### SUPPLIED DATA
⟨

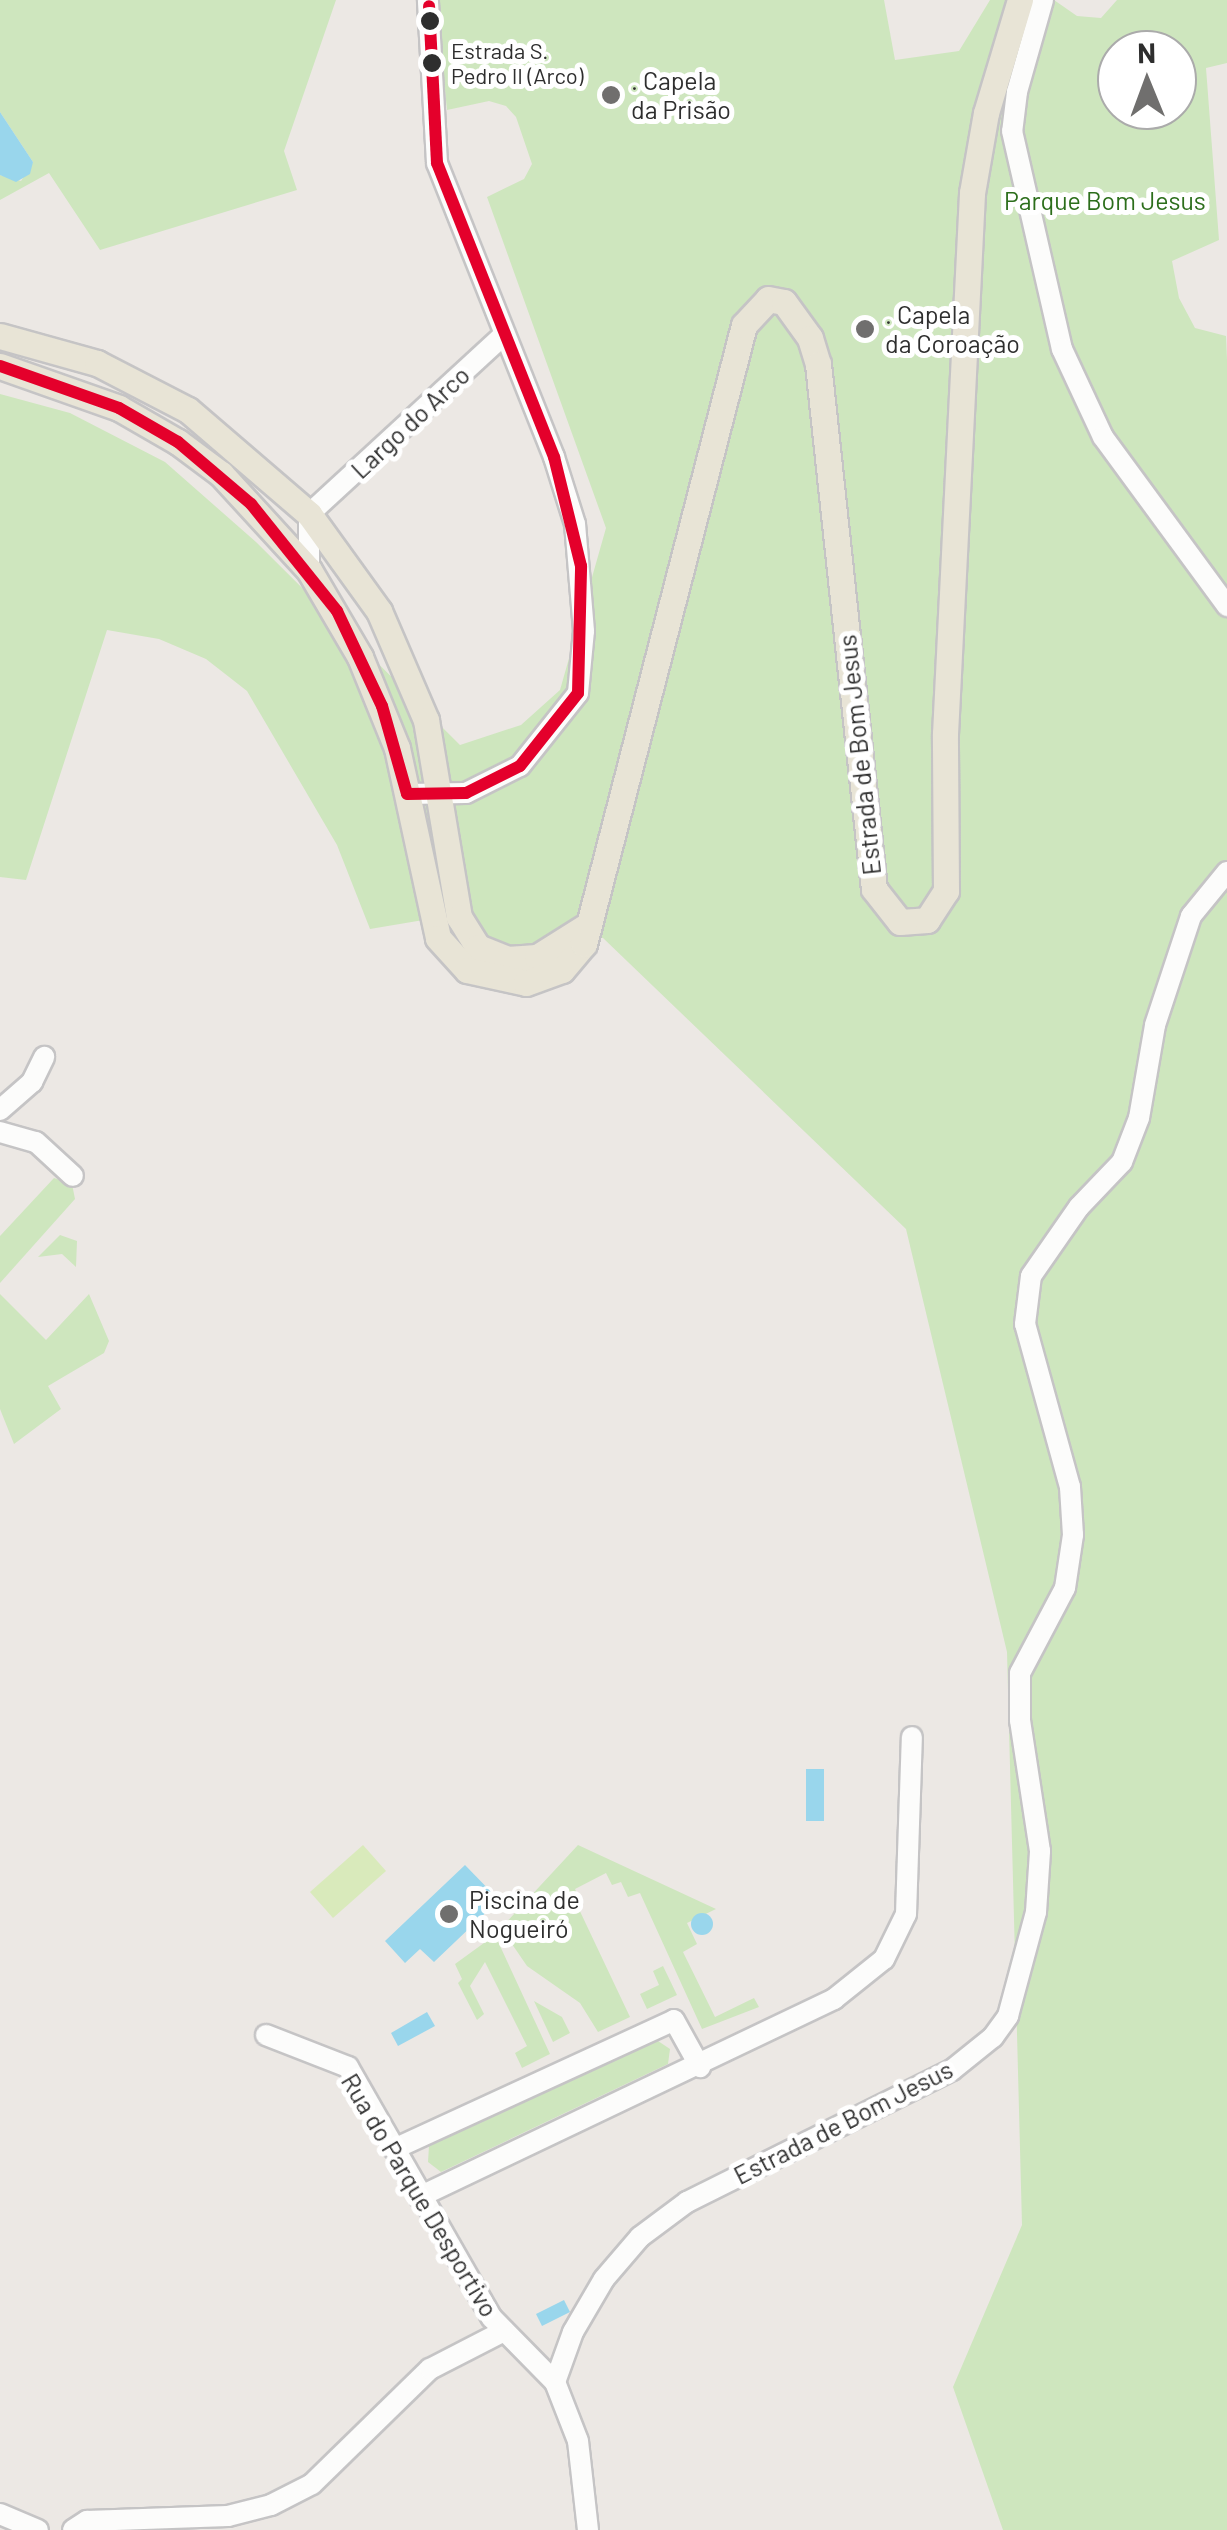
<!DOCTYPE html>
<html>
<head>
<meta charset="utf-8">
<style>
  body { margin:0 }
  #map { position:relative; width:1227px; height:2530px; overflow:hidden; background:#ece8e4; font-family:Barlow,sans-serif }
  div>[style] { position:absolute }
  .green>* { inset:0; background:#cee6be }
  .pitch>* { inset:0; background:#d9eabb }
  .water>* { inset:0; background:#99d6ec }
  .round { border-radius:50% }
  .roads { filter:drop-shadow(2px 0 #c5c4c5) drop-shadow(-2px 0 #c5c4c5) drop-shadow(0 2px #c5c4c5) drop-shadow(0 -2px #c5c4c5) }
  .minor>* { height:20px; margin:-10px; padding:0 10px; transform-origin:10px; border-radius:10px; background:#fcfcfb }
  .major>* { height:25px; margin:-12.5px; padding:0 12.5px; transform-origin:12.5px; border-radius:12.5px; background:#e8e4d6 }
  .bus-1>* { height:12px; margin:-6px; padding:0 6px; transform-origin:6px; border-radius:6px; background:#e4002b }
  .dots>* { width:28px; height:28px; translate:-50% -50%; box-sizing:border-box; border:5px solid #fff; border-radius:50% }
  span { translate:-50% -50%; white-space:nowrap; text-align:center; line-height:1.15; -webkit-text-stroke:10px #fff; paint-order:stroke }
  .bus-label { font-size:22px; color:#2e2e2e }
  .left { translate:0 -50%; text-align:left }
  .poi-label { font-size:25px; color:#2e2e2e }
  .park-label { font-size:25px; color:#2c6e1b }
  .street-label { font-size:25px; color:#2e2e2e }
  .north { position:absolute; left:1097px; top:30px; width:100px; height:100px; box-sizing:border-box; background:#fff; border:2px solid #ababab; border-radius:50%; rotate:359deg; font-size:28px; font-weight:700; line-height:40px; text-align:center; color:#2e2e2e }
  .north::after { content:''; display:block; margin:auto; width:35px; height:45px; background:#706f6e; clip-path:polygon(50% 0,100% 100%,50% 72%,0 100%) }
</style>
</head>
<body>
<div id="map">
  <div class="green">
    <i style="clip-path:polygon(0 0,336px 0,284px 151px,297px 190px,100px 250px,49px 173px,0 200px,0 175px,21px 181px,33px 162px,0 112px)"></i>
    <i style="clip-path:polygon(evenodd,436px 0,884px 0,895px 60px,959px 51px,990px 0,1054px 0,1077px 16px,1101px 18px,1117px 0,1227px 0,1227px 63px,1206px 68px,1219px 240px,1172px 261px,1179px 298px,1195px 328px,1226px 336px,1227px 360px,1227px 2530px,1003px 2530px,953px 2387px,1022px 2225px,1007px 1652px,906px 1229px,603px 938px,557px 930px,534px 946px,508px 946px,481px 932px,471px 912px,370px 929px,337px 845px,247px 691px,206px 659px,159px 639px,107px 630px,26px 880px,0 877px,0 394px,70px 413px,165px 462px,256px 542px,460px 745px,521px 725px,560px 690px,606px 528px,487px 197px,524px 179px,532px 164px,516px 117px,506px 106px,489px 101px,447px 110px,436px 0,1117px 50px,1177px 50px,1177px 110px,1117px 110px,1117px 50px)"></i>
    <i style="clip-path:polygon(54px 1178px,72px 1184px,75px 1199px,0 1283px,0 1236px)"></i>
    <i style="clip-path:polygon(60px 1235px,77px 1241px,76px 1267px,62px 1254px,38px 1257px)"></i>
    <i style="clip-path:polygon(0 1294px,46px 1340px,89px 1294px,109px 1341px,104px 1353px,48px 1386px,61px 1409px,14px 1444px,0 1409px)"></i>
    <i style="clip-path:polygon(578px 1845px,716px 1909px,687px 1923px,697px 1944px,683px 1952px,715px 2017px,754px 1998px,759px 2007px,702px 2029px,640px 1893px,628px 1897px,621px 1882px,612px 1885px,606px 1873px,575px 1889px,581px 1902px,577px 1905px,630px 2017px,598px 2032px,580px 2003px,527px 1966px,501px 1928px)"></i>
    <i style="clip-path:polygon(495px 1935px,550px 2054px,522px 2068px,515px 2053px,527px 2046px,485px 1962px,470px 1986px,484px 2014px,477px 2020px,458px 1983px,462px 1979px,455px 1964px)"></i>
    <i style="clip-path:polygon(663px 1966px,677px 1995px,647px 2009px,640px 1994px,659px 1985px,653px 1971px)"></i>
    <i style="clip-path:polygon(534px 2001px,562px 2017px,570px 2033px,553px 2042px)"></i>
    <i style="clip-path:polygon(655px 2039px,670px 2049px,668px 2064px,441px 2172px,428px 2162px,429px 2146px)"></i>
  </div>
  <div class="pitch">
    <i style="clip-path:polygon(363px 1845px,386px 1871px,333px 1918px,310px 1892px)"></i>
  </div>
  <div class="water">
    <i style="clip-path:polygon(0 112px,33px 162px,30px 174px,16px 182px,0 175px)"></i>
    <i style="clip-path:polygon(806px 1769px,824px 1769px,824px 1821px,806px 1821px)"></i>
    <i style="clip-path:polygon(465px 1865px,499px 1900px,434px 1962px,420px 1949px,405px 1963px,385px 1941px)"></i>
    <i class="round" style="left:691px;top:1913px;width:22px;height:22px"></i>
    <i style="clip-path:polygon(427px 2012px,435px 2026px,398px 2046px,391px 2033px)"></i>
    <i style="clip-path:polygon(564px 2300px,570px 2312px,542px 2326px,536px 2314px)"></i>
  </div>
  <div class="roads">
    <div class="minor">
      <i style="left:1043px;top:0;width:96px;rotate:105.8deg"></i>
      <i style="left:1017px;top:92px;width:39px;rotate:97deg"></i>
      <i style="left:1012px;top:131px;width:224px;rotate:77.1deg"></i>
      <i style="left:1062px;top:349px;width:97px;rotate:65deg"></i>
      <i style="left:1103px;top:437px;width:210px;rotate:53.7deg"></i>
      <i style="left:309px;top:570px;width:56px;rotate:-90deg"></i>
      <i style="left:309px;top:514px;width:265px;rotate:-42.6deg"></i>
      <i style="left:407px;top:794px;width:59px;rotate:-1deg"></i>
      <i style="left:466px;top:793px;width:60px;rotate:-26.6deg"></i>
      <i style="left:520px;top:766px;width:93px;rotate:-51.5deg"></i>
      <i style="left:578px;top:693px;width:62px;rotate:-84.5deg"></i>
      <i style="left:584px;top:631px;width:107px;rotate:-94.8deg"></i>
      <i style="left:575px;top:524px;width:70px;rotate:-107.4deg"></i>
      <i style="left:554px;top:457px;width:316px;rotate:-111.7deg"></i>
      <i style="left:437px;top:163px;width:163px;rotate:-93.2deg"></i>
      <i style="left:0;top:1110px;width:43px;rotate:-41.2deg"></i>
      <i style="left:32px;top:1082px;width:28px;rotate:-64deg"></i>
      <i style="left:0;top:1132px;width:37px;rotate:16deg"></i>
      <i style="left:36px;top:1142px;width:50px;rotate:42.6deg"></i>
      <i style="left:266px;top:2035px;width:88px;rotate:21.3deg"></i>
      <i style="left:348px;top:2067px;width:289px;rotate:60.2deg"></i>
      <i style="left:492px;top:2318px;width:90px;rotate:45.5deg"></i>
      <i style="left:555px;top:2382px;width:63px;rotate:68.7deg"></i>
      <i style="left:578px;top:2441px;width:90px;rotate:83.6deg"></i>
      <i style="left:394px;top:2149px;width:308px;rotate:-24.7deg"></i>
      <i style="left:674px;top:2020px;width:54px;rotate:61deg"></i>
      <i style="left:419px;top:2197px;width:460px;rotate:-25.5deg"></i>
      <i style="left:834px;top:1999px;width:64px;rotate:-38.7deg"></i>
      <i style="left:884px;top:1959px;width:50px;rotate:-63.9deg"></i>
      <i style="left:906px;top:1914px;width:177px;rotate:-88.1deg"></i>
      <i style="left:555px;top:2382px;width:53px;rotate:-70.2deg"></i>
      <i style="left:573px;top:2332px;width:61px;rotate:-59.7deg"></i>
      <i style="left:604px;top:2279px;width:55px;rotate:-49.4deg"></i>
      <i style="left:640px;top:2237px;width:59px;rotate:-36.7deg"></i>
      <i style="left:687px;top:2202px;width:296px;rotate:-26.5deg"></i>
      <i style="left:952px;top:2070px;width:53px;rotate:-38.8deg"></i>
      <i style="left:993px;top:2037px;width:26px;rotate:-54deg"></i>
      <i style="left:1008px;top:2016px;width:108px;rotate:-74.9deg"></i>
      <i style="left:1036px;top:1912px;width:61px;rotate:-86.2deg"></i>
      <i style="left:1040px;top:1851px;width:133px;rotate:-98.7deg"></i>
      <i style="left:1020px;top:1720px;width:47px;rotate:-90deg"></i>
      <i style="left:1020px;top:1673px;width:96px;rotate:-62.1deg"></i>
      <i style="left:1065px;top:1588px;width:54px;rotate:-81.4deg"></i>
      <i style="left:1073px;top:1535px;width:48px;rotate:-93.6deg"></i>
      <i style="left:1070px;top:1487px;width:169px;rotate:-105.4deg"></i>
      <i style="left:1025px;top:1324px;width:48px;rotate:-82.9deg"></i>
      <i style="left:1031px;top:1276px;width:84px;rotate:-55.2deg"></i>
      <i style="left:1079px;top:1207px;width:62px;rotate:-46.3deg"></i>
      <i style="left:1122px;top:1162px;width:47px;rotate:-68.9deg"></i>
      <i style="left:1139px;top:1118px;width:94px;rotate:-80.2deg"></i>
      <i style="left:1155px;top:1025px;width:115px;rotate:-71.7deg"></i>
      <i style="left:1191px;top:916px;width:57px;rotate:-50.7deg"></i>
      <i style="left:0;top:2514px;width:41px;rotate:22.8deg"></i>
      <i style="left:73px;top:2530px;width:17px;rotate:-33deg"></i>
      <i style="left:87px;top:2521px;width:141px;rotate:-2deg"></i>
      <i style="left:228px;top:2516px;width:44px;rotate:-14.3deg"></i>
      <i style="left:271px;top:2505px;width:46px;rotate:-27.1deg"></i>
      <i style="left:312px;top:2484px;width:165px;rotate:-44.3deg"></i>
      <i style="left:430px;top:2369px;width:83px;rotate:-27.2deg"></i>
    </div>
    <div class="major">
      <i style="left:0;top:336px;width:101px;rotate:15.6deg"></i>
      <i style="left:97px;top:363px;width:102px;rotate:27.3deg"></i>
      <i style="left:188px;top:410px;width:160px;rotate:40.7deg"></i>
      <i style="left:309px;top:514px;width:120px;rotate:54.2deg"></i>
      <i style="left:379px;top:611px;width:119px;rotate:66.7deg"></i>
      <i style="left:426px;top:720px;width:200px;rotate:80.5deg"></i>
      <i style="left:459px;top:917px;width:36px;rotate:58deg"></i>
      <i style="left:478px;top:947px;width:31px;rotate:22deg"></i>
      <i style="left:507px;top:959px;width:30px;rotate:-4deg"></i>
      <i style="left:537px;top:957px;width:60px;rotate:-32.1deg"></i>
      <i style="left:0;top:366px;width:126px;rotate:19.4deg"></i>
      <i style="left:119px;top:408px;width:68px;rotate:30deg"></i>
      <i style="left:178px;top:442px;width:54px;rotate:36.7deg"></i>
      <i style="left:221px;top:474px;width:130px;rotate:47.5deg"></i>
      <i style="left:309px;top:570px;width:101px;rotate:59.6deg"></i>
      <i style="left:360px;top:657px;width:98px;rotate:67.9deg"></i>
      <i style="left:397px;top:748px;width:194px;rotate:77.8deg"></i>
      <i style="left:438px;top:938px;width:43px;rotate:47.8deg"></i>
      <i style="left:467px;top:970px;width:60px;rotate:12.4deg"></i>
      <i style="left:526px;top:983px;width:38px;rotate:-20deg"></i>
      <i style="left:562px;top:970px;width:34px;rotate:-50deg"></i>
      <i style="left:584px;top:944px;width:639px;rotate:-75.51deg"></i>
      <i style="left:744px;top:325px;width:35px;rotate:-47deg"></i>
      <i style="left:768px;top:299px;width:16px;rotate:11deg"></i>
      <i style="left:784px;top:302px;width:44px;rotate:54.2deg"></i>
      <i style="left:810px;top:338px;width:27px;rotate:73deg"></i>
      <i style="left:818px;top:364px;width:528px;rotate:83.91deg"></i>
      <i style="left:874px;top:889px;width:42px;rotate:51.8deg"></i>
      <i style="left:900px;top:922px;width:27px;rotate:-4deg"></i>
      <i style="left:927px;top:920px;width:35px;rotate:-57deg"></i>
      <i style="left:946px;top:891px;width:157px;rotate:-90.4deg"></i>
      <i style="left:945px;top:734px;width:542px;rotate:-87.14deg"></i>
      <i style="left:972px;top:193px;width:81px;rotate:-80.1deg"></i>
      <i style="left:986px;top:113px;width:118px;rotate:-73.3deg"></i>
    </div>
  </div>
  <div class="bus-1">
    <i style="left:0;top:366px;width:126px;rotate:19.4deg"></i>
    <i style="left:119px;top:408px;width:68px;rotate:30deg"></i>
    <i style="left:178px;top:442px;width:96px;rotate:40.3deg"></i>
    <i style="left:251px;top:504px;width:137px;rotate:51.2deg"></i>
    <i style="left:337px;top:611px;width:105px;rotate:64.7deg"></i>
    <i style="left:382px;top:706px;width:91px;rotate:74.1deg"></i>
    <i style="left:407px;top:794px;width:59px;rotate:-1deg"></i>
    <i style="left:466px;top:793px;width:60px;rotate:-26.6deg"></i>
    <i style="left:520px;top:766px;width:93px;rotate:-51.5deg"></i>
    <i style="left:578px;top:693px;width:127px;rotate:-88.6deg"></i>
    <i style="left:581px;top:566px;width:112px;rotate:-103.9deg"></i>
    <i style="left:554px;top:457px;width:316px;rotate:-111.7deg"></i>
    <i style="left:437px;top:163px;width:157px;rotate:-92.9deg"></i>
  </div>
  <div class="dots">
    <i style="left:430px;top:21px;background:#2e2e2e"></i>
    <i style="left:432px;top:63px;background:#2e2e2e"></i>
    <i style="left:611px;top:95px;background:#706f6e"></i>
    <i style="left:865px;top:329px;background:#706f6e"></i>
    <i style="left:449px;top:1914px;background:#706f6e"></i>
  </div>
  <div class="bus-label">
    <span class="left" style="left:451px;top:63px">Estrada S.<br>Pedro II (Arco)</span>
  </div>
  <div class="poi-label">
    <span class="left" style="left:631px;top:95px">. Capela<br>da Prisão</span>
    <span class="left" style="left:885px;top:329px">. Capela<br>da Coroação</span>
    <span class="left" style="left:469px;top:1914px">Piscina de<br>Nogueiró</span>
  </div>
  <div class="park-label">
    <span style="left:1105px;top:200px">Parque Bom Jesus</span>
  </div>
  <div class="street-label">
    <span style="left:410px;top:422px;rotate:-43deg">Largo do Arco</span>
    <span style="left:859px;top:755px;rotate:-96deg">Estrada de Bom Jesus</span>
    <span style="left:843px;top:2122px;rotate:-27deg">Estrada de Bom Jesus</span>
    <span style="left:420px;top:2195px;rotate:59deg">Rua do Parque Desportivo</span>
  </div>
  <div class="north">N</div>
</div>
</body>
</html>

⟩

### YOUR TASK
All lines from the beginning of the material through the line that holds "filter:drop-shadow(2px 0 #c5c4c5)", both included, should be returned exactly; please omit any pictures and add no other lines.

### TASK RESPONSE
<!DOCTYPE html>
<html>
<head>
<meta charset="utf-8">
<style>
  body { margin:0 }
  #map { position:relative; width:1227px; height:2530px; overflow:hidden; background:#ece8e4; font-family:Barlow,sans-serif }
  div>[style] { position:absolute }
  .green>* { inset:0; background:#cee6be }
  .pitch>* { inset:0; background:#d9eabb }
  .water>* { inset:0; background:#99d6ec }
  .round { border-radius:50% }
  .roads { filter:drop-shadow(2px 0 #c5c4c5) drop-shadow(-2px 0 #c5c4c5) drop-shadow(0 2px #c5c4c5) drop-shadow(0 -2px #c5c4c5) }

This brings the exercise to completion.